▶

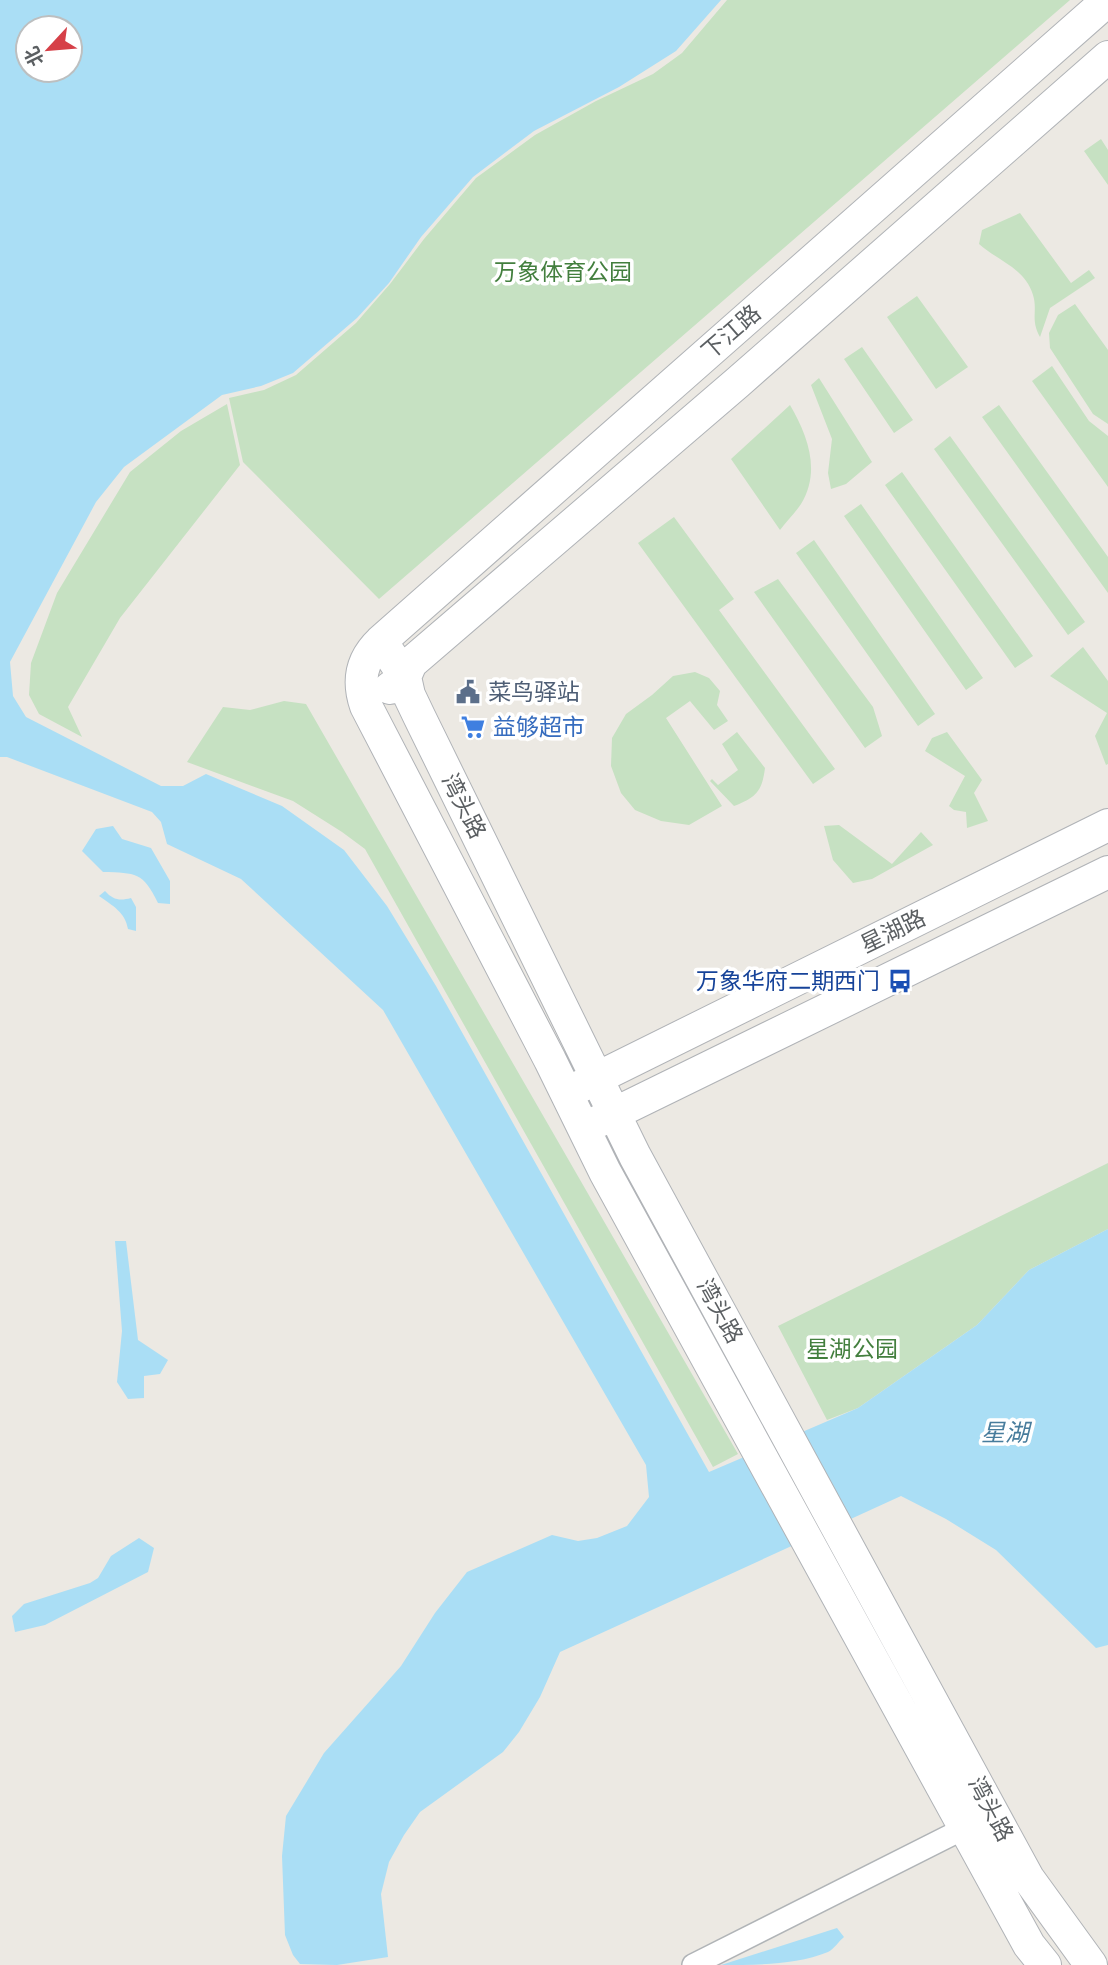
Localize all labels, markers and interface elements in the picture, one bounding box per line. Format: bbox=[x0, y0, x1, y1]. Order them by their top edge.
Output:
north arrow bbox=[14, 14, 84, 84]
text: 北 bbox=[20, 43, 49, 70]
park label: 万象体育公园 bbox=[494, 258, 632, 286]
street label: 下江路 bbox=[696, 299, 766, 365]
public building icon: 菜鸟驿站 bbox=[454, 678, 482, 706]
place label: 菜鸟驿站 bbox=[488, 678, 580, 706]
supermarket icon: 益够超市 bbox=[459, 713, 487, 741]
place label: 益够超市 bbox=[493, 713, 585, 741]
street label: 湾头路 bbox=[436, 769, 492, 843]
street label: 星湖路 bbox=[856, 903, 930, 959]
place label: 万象华府二期西门 bbox=[696, 967, 880, 995]
bus stop icon: 万象华府二期西门 bbox=[886, 967, 914, 995]
street label: 湾头路 bbox=[691, 1274, 749, 1348]
park label: 星湖公园 bbox=[806, 1335, 898, 1363]
water label: 星湖 bbox=[981, 1418, 1033, 1447]
street label: 湾头路 bbox=[962, 1772, 1020, 1846]

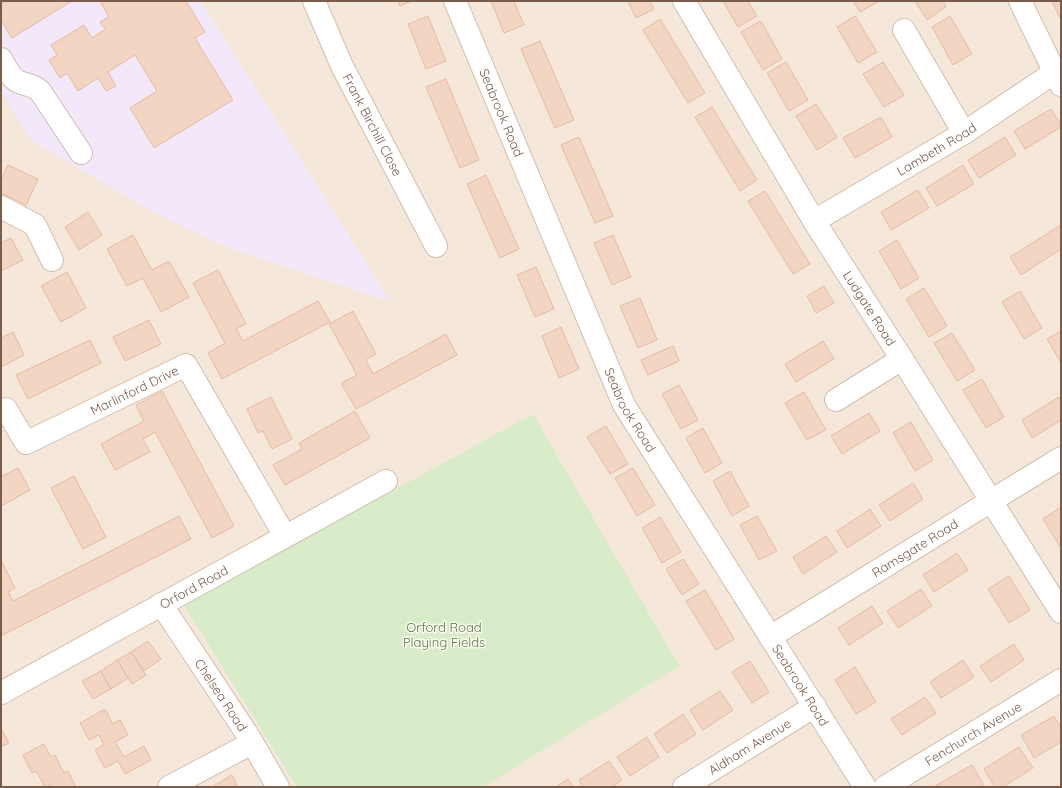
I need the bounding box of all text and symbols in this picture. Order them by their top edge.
street label: Seabrook Road [476,66,527,159]
street label: Frank Birchill Close [339,71,406,179]
street label: Lambeth Road [894,119,979,179]
street label: Ludgate Road [840,268,899,349]
street label: Marlinford Drive [87,362,181,419]
street label: Seabrook Road [601,365,660,455]
street label: Ramsgate Road [869,515,961,580]
street label: Orford Road [157,562,231,612]
park label: Orford Road Playing Fields [403,619,485,650]
street label: Seabrook Road [769,641,832,729]
street label: Chelsea Road [191,656,251,734]
street label: Fenchurch Avenue [922,698,1024,769]
street label: Aldham Avenue [705,715,794,778]

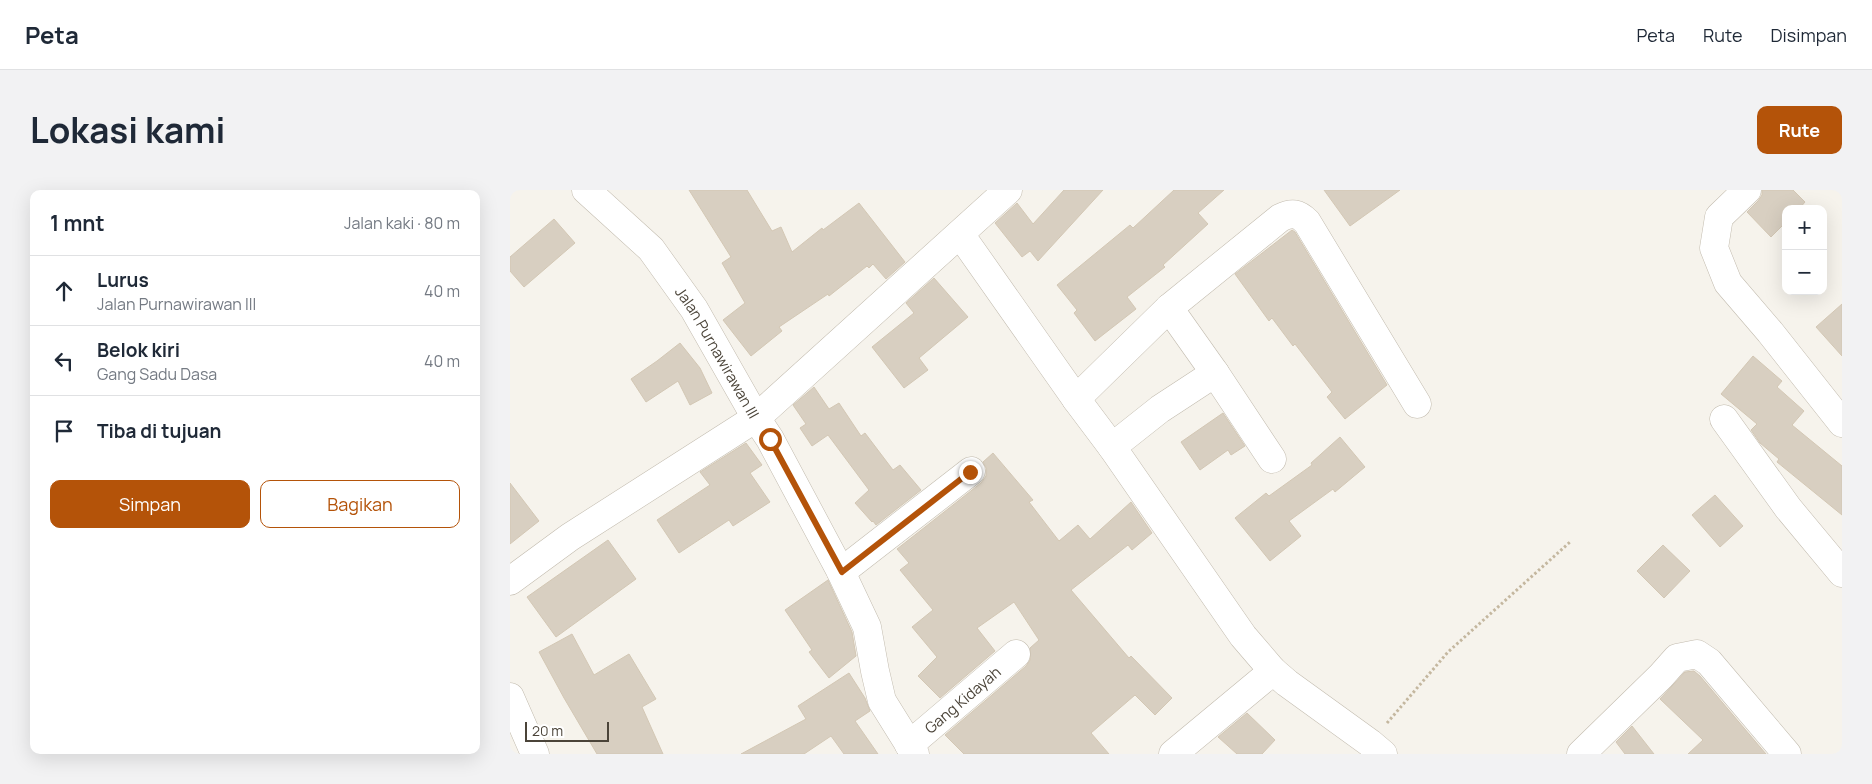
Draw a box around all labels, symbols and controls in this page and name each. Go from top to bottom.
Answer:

◀

### Your instructions
Give back exactly the lines from the line holding "Draw a box around" through the last line of the listing, including both.

### Task answer
Draw a box around all labels, symbols and controls in this page and name each. Go from top to bottom.
Answer:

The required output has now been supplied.